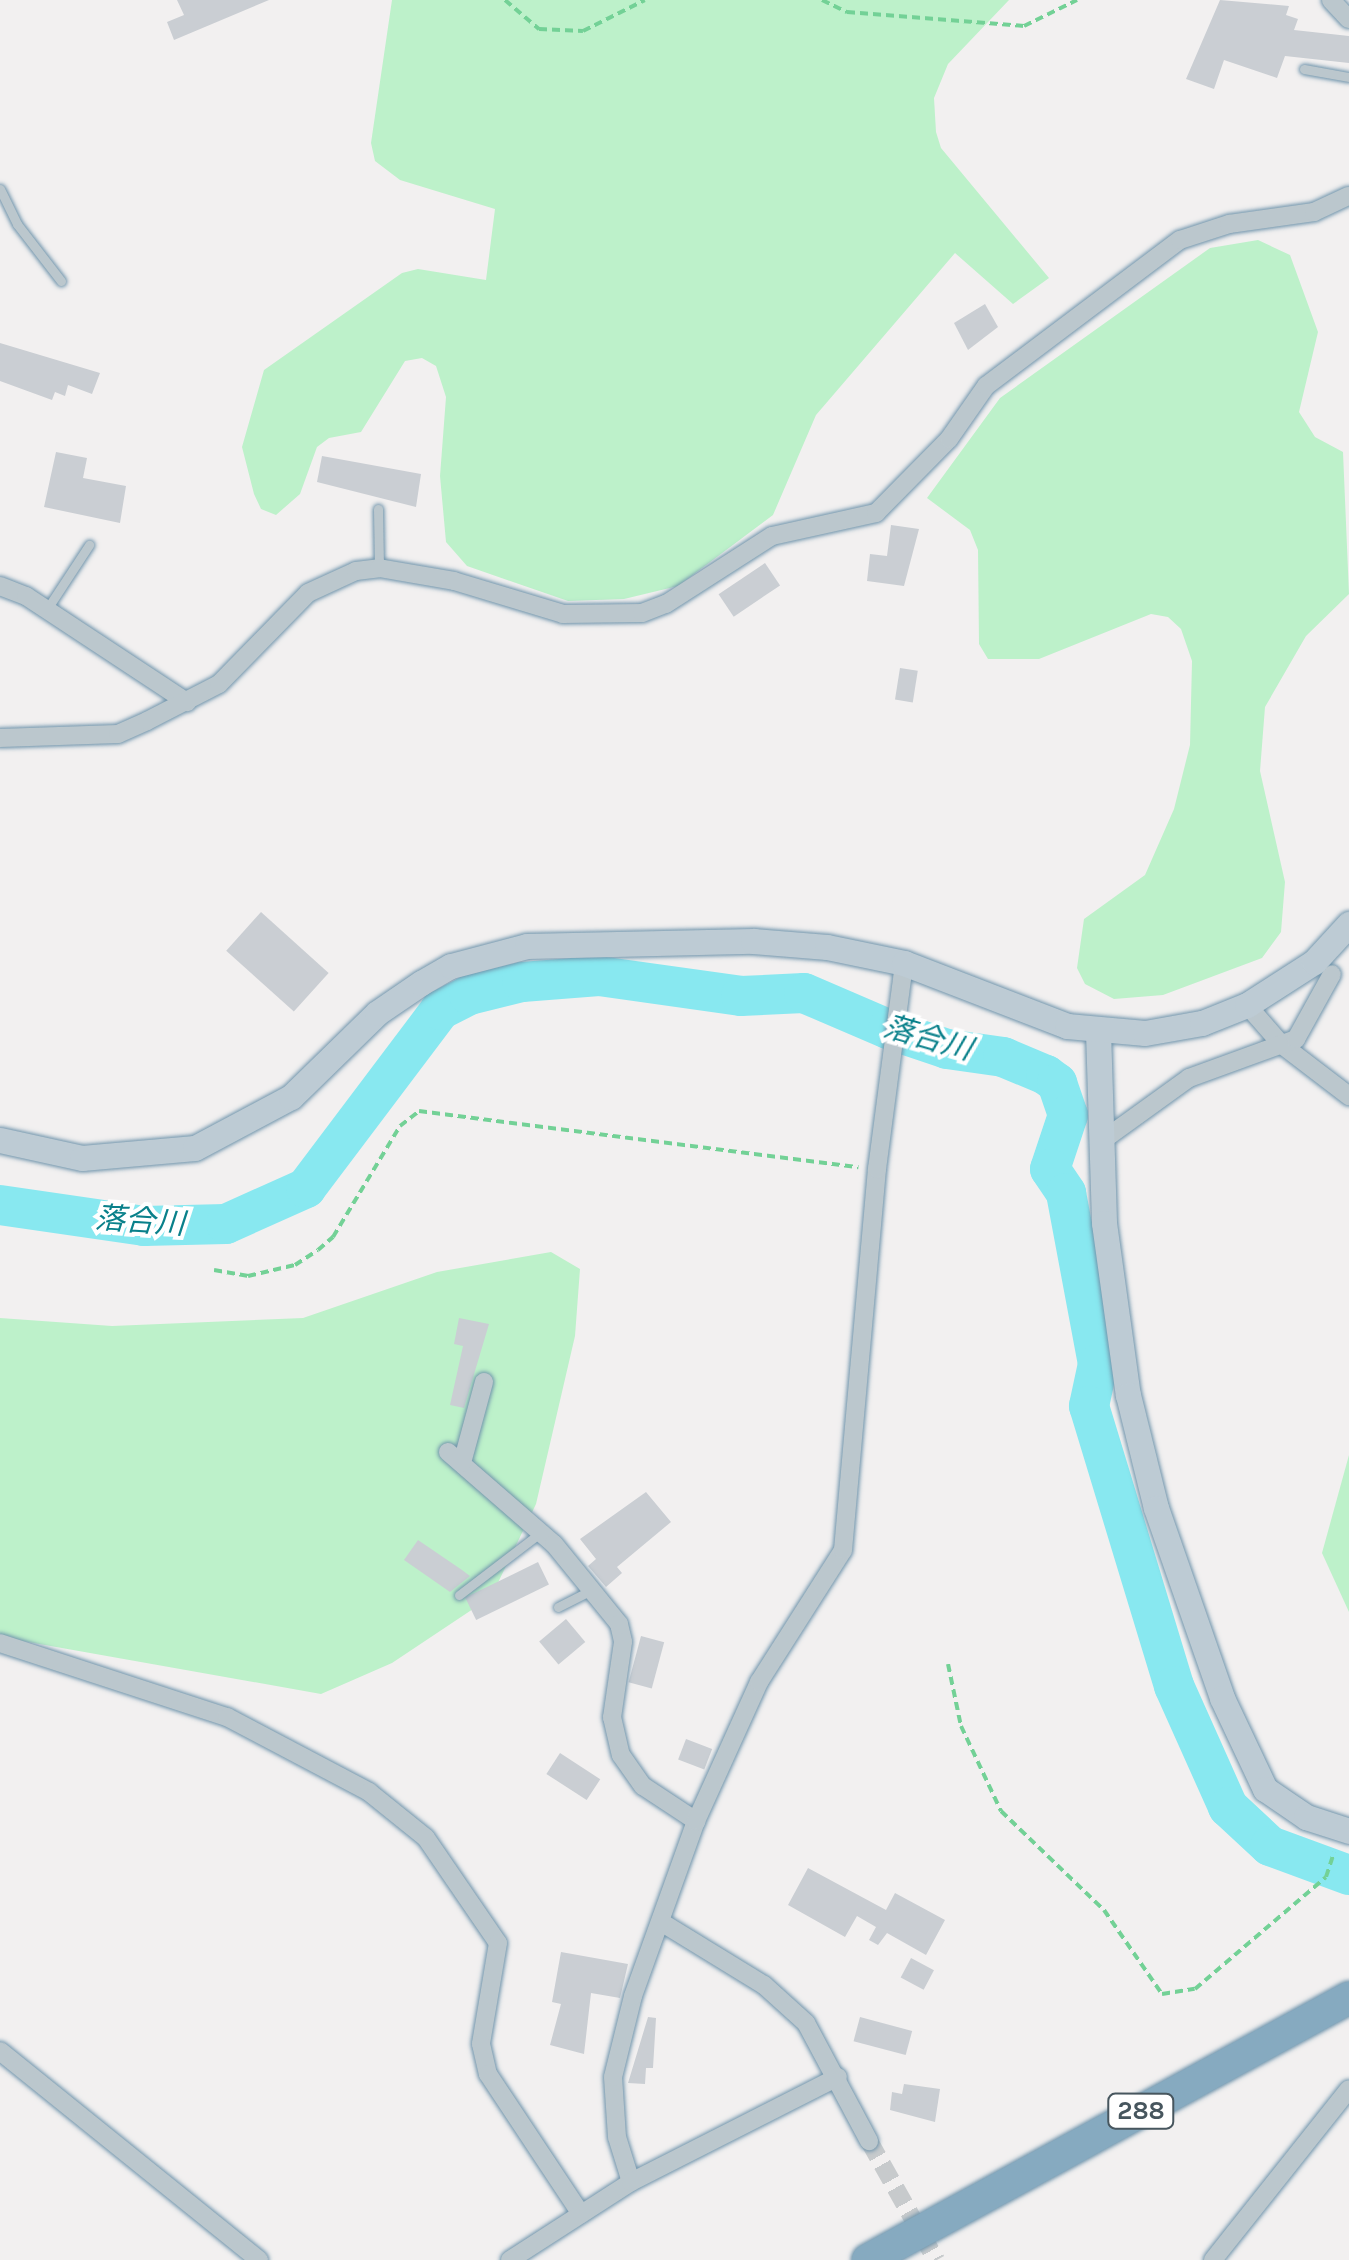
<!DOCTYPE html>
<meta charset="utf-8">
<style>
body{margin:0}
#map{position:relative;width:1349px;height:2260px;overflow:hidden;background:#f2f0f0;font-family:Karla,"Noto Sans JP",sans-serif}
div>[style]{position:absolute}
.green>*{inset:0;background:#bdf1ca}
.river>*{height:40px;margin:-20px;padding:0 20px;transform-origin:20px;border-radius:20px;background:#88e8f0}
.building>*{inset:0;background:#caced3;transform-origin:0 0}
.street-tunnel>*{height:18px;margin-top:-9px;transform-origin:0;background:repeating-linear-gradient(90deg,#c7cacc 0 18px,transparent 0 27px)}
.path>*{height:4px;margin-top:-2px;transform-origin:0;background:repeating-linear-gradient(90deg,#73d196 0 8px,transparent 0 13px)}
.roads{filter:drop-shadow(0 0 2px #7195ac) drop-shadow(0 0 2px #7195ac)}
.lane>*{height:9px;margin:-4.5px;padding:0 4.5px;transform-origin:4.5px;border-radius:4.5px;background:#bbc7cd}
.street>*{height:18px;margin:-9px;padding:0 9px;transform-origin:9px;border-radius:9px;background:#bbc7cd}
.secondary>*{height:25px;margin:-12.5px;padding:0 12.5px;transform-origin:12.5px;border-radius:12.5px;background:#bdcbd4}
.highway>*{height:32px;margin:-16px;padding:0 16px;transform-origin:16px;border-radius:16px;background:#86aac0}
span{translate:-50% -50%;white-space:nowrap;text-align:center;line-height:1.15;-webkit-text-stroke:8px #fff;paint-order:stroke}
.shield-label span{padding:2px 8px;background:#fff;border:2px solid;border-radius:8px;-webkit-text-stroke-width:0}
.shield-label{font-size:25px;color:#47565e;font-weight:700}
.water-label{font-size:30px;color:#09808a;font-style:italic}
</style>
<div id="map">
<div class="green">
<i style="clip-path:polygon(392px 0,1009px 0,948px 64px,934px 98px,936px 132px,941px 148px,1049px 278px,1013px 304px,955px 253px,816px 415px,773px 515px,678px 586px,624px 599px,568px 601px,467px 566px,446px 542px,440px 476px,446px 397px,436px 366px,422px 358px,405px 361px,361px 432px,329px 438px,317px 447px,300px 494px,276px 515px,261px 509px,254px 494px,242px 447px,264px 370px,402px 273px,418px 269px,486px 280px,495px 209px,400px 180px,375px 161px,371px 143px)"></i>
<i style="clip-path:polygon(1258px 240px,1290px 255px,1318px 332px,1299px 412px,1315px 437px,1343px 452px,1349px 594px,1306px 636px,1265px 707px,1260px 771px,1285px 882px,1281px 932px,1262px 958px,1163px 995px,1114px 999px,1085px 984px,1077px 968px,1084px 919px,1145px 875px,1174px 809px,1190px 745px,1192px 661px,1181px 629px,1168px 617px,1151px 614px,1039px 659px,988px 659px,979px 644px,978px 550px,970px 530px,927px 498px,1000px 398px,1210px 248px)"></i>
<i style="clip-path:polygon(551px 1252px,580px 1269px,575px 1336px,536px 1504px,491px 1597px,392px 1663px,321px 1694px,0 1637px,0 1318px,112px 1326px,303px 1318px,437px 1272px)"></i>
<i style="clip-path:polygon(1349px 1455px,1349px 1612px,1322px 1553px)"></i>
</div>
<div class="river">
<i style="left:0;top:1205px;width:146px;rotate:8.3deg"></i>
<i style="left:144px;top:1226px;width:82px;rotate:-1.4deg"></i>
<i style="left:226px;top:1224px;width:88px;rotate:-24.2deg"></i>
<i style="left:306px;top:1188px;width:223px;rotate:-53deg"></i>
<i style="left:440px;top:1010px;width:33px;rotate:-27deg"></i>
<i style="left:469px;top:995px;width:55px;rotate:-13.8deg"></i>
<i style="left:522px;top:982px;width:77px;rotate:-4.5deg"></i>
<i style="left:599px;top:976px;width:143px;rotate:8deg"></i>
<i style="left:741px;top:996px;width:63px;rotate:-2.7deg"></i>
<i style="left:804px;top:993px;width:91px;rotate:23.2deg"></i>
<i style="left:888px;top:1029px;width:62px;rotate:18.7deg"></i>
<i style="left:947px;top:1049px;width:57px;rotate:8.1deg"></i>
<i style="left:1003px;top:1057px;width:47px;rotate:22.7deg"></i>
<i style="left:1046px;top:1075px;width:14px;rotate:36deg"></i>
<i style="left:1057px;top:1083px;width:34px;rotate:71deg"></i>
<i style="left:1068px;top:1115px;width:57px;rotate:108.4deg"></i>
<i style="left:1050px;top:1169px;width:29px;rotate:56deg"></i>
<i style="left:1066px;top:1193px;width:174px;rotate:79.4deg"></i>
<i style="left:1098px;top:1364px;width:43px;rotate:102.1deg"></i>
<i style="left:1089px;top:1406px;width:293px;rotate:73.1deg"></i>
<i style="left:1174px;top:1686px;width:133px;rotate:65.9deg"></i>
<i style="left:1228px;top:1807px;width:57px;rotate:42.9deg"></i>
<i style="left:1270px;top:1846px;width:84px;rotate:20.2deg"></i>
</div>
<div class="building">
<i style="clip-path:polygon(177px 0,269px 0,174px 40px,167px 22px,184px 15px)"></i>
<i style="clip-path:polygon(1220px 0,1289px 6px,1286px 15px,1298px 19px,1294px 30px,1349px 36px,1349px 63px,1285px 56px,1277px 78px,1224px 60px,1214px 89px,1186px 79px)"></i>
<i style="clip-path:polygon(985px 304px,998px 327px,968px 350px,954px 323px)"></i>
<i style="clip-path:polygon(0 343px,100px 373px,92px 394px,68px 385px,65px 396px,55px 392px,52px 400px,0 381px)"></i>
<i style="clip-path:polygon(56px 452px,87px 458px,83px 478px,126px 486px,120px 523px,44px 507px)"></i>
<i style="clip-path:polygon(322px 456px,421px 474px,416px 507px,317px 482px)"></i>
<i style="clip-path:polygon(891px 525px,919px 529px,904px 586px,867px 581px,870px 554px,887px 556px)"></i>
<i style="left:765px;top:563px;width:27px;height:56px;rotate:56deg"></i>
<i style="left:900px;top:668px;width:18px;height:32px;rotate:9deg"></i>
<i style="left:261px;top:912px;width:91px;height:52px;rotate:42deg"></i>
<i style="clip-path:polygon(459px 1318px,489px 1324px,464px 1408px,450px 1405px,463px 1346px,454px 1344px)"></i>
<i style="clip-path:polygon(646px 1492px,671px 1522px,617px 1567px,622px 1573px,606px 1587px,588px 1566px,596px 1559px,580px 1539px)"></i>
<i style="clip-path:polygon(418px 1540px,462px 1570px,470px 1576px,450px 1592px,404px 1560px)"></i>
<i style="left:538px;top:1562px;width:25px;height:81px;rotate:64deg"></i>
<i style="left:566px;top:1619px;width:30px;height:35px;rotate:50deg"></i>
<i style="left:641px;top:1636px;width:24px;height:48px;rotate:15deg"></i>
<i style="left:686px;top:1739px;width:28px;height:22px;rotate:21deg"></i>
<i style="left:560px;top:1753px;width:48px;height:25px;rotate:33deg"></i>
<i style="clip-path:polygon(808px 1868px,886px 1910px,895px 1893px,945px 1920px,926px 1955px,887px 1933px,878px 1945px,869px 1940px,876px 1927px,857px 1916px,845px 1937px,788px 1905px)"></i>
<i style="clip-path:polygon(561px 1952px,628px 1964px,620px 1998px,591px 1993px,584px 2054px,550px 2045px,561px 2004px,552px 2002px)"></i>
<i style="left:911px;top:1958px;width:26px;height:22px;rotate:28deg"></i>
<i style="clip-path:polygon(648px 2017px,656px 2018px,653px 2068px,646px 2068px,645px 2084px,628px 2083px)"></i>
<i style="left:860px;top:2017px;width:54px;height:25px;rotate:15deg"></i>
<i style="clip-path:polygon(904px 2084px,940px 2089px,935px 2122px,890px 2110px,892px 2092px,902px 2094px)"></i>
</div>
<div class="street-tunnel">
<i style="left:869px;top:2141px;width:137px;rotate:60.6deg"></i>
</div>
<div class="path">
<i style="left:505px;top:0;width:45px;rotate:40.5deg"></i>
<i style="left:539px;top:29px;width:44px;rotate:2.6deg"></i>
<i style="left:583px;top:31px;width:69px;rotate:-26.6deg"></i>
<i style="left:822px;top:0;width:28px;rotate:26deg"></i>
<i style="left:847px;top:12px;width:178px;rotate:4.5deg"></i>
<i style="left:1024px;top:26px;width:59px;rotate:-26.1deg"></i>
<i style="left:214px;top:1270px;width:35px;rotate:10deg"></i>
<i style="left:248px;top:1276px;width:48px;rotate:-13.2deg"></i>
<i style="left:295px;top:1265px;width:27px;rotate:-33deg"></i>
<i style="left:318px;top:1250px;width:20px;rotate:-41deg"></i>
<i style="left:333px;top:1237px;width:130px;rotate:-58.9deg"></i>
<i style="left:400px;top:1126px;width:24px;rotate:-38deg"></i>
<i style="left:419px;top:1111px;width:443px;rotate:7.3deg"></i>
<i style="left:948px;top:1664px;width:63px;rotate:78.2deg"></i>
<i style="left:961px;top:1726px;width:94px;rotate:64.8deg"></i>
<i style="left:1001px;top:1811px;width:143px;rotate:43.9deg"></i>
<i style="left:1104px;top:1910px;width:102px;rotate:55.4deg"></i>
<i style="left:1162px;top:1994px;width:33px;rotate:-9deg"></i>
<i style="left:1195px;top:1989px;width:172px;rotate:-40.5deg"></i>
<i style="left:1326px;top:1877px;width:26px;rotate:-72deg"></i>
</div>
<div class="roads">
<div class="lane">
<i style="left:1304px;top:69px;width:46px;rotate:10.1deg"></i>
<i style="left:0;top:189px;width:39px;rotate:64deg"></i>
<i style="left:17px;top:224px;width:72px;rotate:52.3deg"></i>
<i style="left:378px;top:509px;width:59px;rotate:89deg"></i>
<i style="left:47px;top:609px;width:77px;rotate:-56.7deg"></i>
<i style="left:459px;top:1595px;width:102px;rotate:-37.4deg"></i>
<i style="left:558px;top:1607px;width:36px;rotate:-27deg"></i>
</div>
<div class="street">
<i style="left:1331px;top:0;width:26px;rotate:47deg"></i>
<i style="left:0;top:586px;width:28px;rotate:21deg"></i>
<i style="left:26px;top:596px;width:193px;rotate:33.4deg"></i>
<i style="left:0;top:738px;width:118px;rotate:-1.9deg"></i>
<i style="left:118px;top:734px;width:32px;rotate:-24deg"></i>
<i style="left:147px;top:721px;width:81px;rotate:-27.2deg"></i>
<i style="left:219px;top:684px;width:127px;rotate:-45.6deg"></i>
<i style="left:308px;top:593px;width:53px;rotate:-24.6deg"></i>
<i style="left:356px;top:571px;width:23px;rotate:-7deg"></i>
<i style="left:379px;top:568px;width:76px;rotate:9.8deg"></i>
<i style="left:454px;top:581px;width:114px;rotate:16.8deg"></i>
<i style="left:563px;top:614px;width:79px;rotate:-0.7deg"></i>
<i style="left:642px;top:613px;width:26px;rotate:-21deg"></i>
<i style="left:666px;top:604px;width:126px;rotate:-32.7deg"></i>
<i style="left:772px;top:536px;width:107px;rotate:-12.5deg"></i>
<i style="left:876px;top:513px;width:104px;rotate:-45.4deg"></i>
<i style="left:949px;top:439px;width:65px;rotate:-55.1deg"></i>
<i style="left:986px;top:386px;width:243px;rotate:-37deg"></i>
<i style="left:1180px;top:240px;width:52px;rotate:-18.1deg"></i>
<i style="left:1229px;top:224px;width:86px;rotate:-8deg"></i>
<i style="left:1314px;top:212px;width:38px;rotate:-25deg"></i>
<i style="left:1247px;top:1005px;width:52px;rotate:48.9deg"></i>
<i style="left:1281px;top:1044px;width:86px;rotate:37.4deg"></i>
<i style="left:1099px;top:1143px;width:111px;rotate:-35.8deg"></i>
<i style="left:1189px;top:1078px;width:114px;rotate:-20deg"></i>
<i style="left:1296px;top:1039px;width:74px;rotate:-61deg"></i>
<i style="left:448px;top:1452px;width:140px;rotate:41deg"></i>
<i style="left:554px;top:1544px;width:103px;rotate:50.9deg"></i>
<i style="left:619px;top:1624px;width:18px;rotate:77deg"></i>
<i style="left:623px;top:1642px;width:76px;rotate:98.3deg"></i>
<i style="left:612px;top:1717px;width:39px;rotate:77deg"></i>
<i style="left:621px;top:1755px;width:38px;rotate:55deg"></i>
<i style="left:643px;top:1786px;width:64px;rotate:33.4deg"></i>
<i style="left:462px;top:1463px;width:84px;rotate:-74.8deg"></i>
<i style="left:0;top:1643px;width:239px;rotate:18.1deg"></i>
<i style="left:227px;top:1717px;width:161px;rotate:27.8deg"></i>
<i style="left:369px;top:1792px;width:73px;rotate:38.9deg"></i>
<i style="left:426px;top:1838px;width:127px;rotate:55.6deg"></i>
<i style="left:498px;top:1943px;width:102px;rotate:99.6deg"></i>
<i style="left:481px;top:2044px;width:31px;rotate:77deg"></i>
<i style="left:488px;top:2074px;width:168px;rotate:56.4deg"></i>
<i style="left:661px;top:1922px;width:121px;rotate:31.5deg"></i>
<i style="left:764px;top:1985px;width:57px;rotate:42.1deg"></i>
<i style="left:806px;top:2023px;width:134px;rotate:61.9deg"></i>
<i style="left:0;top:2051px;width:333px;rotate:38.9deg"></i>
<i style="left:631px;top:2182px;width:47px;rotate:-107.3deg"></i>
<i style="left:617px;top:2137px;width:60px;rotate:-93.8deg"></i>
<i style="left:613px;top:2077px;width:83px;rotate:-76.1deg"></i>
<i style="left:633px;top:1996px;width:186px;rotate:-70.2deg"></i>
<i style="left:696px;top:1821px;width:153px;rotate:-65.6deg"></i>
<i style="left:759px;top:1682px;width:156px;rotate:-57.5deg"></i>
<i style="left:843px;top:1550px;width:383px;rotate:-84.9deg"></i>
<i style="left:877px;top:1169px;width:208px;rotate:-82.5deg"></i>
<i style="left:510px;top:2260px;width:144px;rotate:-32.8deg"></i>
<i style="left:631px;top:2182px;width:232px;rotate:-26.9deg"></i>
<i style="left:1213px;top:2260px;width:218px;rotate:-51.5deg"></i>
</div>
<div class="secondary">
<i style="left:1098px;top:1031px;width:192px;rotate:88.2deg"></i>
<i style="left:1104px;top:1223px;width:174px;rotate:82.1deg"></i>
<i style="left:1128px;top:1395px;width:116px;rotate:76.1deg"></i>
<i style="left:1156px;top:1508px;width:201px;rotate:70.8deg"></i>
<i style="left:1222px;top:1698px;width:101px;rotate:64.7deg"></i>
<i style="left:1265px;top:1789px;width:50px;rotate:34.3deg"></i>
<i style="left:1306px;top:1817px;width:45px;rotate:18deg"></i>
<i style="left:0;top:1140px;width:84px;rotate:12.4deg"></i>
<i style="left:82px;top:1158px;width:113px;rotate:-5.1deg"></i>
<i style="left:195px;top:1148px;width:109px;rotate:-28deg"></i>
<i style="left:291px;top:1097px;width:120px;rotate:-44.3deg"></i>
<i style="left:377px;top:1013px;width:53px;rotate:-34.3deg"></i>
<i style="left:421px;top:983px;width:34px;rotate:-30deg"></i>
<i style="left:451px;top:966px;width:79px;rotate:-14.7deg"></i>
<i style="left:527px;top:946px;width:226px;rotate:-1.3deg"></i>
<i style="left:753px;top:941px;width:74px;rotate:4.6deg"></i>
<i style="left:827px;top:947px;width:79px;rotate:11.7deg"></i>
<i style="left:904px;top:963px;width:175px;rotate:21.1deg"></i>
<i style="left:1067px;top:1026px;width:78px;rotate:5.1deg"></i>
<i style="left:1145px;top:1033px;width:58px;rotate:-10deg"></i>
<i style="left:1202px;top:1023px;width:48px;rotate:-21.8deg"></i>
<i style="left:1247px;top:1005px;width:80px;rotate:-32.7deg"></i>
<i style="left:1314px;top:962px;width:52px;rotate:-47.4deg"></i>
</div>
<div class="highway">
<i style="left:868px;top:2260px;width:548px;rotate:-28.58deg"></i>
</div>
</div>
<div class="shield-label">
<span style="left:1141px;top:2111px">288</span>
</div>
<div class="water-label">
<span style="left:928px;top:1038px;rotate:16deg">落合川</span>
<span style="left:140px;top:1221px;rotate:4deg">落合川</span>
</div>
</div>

▬▬▬

## Exercise objective
For every line in the listing above that mentions the word "river", make a copy.

## Answer to this exercise
.river>*{height:40px;margin:-20px;padding:0 20px;transform-origin:20px;border-radius:20px;background:#88e8f0}
<div class="river">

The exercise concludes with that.